§ PROBLEM TO SOLVE
Read the lines below. Copy out any that hold the string "currentColor".

§ EXERCISE DATA
________________________
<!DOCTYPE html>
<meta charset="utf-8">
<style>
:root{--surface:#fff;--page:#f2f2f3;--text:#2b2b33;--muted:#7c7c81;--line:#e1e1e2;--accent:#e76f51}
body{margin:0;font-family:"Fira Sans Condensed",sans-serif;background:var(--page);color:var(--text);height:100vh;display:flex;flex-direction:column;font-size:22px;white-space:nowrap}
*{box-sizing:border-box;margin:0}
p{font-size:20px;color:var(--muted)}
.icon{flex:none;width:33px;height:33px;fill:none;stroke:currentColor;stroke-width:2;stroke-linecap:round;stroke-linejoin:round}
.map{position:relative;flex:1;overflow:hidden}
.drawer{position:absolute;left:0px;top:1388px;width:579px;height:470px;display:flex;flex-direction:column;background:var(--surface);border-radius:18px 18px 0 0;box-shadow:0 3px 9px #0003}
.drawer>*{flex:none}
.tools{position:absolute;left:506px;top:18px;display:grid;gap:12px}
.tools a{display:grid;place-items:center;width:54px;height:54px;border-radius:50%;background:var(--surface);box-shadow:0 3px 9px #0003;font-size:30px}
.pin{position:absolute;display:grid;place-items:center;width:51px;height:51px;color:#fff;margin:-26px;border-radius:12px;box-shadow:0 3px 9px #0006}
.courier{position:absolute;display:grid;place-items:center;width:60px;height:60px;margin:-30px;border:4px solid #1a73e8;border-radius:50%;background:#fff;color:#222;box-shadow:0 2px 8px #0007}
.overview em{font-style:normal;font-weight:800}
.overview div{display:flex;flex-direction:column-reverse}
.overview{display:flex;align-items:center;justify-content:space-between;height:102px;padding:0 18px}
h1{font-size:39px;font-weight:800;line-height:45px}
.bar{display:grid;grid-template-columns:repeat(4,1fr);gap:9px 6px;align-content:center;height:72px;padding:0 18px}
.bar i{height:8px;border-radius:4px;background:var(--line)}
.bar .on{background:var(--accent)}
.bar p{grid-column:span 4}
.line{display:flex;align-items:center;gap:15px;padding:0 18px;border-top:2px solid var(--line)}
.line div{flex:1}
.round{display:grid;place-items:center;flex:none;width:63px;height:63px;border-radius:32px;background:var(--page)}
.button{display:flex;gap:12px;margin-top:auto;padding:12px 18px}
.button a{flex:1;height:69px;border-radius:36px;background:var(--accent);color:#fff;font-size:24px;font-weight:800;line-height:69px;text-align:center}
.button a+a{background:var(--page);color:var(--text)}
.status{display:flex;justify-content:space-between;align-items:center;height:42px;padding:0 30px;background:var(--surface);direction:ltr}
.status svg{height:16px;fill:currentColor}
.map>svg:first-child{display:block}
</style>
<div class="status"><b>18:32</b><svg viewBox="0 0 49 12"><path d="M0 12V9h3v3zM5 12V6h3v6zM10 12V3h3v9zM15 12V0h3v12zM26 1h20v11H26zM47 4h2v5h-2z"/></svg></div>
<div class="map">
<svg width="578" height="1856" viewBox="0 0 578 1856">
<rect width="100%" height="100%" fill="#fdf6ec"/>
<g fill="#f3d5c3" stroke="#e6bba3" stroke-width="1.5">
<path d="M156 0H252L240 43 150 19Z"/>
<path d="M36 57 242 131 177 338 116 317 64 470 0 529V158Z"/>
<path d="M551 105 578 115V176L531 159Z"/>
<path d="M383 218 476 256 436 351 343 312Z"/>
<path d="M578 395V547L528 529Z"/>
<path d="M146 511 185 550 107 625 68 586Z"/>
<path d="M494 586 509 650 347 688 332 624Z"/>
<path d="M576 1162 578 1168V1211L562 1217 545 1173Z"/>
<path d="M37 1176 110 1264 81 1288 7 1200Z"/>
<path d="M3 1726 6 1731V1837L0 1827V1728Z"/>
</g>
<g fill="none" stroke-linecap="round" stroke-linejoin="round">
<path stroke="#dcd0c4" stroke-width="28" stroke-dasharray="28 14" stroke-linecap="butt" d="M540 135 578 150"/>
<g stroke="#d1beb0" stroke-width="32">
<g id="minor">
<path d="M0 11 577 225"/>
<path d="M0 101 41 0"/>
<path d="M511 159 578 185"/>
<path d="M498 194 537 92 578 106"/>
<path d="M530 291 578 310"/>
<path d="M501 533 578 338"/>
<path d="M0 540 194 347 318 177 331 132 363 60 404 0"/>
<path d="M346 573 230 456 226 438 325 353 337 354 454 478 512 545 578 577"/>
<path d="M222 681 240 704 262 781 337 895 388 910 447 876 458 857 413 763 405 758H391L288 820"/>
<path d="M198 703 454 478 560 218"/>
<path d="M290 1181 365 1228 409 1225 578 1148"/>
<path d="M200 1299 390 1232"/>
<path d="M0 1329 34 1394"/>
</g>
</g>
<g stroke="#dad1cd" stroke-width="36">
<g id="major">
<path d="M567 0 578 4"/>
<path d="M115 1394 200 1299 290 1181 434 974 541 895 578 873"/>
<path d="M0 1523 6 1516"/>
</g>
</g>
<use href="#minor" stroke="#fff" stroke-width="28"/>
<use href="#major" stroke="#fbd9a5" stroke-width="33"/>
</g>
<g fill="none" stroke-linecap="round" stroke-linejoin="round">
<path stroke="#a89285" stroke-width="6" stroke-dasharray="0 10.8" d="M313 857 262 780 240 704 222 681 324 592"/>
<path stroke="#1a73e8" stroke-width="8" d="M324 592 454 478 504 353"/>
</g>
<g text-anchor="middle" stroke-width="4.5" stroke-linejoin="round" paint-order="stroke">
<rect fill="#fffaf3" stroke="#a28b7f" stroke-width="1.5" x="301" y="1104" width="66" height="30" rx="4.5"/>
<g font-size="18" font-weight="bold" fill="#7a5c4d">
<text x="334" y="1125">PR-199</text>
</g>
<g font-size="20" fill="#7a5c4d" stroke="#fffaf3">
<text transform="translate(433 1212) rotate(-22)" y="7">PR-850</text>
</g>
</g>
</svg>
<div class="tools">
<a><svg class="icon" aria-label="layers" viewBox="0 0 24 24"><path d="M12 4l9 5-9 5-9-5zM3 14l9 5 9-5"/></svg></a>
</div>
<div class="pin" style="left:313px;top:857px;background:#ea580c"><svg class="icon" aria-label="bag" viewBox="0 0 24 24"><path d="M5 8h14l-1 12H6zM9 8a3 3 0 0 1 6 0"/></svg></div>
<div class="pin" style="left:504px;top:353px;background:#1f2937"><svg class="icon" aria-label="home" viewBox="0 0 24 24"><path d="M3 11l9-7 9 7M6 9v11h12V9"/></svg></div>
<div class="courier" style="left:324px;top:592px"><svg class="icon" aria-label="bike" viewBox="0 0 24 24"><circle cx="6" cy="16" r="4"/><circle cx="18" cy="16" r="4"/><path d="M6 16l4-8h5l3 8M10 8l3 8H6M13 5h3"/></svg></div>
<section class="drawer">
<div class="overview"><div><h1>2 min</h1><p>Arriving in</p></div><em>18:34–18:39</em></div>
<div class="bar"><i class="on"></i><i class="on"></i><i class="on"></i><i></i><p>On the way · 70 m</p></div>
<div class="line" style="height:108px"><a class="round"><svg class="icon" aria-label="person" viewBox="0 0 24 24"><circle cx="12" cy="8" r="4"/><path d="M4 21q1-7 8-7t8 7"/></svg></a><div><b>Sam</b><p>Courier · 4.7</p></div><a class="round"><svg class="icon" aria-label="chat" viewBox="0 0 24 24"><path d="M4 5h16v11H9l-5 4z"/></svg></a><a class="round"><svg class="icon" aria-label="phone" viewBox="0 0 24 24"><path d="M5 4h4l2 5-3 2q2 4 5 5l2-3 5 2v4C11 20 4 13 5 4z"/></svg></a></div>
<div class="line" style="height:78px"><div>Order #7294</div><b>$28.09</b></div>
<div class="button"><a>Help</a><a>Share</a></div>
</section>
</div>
________________________
§ TASK RESULT
.icon{flex:none;width:33px;height:33px;fill:none;stroke:currentColor;stroke-width:2;stroke-linecap:round;stroke-linejoin:round}
.status svg{height:16px;fill:currentColor}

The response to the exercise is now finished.